Ethnic Violence on Aid Workers Risk Fragmenting South Sudan
By Okech Francis
South Sudanese aid workers face a new dilemma while delivering humanitarian assistance-ethnic based attacks which are already threatening to disable the distribution of aid in a very difficult country.
Delivering aid across the country hugely depended on these local group of people who are now being battered and brutalized by members of societies.
The attacks have the potential to undermine humanitarian efforts in the country, disrupting responses and risking the lives of the needy, Rajab Mohandis Executive Director for Organization for Responsive Governance, said.
“The whole thing has a potential to fragment the people of South Sudan very badly,” Mohandis said, noting that it might lead to “misunderstanding, misinterpretations, counterattacks especially from relatives of those who get affected in different places.”

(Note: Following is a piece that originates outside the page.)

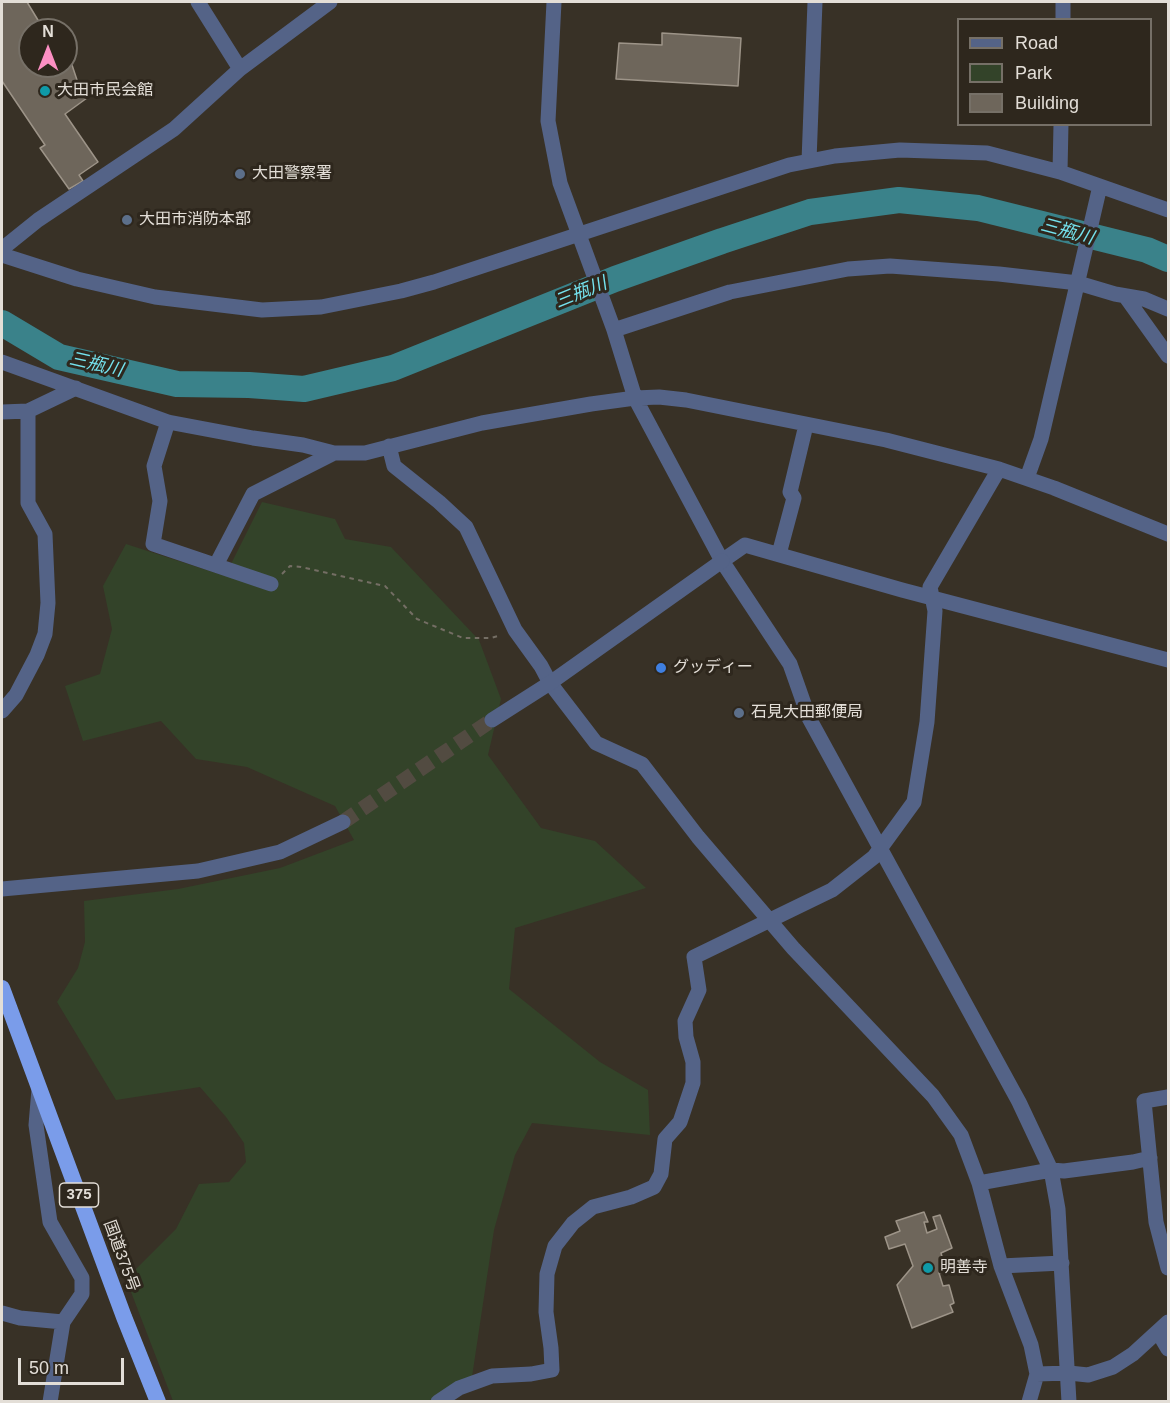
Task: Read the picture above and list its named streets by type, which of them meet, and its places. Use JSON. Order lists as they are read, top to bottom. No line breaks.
{"streets":{"highway":["375","国道375号"]},"water":["三瓶川"],"places":["大田市民会館","大田警察署","大田市消防本部","グッディー","石見大田郵便局","明善寺"],"legend":["Road","Park","Building"],"scale_bar":"50 m","north":"top"}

“It is important that the issue is addressed and properly addressed in time to allow for active engagement of humanitarian works in different parts of the country,” he said.
“Definitely some people’s lives depend on the aid and if this aid is interrupted, their lives will hang in the balance, their survival will be at stake and that is a very challenging situation that we as South Sudanese would create to our fellow citizens.”
The “ethnic frictions” risks politicizing humanitarian responses and will ultimately reduce staffs on the frontlines delivering aid, Edmund Yakani, the Executive Director for Community Empowerment for Progress Organization also said.
The reduction in access to humanitarian services for the people will leave more people suffering, Yakani said.
While the peace agreement was intended to pacify the country and create a conducive security situation, aid delivery is instead being curtailed by unemployed youths attacking operations and humanitarian workers.
Operations closed in Ruweng with humanitarian workers fleeing, in Torit they have been beaten and brutalized while one was short dead in an ambush in Budi of Western Equatoria-the reasons being they hail from other parts of the country other than where they could be operating.
In Gumuruk in the Pibor Administrative Area, compounds and warehouses of NGOs and UN agencies were attacked from 11th May and humanitarian personnel were forced to evacuate the area as a result of insecurity, South Sudan NGO Forum reported.
“These attacks follow an unacceptable and escalating pattern of violence towards humanitarian agencies, staff and supplies in South Sudan with both direct targeted attacks, and indirect criminality and conflict putting lives and programs at risk,” it said in a statement.
“Populations in need of life-saving humanitarian assistance are the ultimate victims when conflict or insecurity forces humanitarian agencies to suspend operations or divert funding to security measures,” it said while urging the government “to ensure that key humanitarian transport routes and areas remain safe and accessible and humanitarians protected.”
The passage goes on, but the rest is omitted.